**PROBLEM:** Please transcribe the data that follows exactly, from its first line through the line that contains "Quick job: Transcribe".

** Opening INPUT DATA block **

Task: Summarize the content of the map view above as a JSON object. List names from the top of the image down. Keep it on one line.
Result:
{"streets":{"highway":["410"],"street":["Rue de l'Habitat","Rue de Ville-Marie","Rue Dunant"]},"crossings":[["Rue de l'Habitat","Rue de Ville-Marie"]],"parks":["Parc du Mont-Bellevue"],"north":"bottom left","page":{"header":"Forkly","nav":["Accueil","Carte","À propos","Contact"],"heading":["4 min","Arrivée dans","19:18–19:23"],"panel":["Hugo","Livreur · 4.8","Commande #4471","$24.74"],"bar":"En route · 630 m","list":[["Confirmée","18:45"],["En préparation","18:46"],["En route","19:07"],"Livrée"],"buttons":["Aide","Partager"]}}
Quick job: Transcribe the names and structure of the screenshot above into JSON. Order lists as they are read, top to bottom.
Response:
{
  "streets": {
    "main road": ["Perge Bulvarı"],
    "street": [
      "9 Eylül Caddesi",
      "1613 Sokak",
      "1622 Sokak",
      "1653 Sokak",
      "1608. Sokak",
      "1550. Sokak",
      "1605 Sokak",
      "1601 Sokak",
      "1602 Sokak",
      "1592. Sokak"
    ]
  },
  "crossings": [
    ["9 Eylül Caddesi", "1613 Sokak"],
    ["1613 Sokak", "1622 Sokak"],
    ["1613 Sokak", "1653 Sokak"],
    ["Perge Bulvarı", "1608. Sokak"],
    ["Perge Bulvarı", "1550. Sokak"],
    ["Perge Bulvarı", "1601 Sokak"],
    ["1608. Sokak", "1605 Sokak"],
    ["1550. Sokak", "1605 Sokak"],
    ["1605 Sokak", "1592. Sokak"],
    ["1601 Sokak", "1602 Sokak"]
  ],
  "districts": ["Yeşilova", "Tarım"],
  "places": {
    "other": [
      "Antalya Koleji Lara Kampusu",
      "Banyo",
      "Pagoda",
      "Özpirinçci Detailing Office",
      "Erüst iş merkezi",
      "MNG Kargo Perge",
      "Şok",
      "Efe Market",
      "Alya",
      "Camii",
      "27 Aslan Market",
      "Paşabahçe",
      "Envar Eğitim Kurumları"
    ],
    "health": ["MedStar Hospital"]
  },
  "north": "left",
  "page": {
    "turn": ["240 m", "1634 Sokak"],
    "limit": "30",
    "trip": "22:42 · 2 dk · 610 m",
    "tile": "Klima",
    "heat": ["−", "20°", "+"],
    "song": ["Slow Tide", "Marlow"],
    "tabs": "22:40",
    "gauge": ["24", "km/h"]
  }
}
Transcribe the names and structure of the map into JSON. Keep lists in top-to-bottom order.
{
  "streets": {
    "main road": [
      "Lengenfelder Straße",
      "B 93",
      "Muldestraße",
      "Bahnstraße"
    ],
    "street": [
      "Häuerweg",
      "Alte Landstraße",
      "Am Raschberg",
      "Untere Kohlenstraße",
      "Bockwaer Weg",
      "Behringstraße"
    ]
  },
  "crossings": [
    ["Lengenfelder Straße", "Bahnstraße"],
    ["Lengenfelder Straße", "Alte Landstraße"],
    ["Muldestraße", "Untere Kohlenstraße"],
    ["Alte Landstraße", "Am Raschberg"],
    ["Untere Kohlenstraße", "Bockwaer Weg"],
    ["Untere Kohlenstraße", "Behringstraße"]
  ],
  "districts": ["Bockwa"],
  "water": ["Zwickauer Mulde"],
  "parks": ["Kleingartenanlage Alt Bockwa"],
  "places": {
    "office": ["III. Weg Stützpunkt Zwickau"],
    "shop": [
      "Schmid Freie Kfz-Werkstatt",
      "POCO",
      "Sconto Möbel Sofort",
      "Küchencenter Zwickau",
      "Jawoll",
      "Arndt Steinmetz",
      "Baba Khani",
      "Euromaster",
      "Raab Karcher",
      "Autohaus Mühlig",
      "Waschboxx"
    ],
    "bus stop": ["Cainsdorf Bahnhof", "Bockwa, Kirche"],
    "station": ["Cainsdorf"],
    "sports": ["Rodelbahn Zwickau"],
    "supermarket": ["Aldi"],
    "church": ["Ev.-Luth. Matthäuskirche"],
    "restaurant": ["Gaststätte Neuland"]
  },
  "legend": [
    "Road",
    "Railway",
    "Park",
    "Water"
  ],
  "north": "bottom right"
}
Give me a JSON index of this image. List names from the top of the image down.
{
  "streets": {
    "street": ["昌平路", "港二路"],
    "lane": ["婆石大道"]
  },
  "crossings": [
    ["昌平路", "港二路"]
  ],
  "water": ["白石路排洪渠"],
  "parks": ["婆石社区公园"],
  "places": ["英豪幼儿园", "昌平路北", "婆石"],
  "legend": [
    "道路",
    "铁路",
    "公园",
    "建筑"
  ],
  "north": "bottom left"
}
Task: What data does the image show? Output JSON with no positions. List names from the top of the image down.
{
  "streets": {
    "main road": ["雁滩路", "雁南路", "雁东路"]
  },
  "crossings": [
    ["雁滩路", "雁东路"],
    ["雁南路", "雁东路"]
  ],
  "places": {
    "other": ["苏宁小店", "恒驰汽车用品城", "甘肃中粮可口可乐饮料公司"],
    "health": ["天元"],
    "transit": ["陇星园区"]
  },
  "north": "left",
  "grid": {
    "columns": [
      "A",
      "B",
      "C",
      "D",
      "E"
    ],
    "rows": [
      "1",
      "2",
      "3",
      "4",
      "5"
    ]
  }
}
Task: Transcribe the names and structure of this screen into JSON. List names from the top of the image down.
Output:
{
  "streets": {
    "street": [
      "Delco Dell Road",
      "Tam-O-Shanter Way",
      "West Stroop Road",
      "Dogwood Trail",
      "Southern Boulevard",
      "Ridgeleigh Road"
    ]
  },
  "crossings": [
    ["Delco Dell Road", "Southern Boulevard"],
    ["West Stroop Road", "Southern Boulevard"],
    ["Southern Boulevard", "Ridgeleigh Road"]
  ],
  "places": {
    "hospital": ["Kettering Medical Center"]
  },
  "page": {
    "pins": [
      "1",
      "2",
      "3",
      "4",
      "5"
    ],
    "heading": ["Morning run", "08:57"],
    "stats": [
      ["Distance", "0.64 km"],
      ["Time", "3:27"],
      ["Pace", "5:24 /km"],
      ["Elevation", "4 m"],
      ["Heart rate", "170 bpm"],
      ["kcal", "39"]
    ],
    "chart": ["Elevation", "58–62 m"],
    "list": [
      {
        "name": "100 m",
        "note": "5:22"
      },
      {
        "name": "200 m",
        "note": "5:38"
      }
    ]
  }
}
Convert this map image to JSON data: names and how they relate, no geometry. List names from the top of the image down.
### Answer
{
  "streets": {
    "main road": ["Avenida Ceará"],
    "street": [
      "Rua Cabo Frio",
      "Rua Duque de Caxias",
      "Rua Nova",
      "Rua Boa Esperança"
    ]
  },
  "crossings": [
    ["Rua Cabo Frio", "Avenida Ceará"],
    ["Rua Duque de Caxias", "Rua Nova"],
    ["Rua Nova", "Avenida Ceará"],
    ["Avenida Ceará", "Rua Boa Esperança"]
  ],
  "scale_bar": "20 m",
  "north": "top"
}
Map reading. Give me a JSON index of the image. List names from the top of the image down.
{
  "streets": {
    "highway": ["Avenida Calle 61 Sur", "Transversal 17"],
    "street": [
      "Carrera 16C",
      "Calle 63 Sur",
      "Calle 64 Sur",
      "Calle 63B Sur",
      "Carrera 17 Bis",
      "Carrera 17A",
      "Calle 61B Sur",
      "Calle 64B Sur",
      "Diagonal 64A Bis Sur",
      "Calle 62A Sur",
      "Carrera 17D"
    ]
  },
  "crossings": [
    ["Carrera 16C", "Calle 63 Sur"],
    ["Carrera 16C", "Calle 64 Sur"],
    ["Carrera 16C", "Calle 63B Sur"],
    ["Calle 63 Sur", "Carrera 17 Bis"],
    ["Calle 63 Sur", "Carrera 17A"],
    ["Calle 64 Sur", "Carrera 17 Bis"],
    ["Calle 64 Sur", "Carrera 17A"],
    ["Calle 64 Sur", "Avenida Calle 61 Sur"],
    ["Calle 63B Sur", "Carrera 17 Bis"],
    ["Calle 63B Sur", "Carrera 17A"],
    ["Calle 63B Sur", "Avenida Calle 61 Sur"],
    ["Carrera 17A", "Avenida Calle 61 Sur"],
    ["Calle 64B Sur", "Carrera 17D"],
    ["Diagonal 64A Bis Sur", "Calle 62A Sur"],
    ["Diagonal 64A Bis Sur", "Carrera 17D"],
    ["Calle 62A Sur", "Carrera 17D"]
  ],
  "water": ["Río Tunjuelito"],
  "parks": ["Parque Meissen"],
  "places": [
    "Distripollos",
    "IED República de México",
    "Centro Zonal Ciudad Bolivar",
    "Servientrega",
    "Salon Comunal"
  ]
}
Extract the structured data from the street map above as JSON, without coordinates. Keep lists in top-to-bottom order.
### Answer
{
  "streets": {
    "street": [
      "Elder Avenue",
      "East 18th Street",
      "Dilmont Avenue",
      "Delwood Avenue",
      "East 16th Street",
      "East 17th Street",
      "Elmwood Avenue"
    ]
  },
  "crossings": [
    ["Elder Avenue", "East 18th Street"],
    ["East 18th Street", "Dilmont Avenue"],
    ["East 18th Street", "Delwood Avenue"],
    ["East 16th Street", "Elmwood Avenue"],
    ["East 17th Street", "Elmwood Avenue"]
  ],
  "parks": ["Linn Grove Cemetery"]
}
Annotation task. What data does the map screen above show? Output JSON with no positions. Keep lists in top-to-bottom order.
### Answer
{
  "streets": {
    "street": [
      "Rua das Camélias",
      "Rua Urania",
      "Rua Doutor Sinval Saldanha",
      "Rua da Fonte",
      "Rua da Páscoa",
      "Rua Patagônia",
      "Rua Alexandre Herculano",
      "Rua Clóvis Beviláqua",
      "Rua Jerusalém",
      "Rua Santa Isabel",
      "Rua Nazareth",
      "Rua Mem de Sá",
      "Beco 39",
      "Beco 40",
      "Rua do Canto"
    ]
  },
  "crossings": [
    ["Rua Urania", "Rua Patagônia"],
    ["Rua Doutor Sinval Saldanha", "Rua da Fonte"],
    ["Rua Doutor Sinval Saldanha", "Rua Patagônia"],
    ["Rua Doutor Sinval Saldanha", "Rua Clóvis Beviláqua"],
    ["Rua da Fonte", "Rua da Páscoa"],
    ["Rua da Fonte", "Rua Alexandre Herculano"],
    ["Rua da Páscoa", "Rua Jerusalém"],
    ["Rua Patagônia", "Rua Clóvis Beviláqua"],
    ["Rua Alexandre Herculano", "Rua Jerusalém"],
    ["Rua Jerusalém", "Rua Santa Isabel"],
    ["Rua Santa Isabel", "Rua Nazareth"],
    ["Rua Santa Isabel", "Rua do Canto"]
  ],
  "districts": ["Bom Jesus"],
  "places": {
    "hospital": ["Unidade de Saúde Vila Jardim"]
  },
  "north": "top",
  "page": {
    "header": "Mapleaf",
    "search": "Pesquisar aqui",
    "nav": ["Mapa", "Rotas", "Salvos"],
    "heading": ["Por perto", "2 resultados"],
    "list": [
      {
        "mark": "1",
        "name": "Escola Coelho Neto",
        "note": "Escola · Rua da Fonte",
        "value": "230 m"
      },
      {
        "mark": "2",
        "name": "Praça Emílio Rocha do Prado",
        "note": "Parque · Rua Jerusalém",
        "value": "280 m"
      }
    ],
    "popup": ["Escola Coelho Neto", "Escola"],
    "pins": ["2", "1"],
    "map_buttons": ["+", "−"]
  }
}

** Closing INPUT DATA block **

**RESULT FOR THIS EXERCISE:**
Task: Summarize the content of the map view above as a JSON object. List names from the top of the image down. Keep it on one line.
Result:
{"streets":{"highway":["410"],"street":["Rue de l'Habitat","Rue de Ville-Marie","Rue Dunant"]},"crossings":[["Rue de l'Habitat","Rue de Ville-Marie"]],"parks":["Parc du Mont-Bellevue"],"north":"bottom left","page":{"header":"Forkly","nav":["Accueil","Carte","À propos","Contact"],"heading":["4 min","Arrivée dans","19:18–19:23"],"panel":["Hugo","Livreur · 4.8","Commande #4471","$24.74"],"bar":"En route · 630 m","list":[["Confirmée","18:45"],["En préparation","18:46"],["En route","19:07"],"Livrée"],"buttons":["Aide","Partager"]}}
Quick job: Transcribe the names and structure of the screenshot above into JSON. Order lists as they are read, top to bottom.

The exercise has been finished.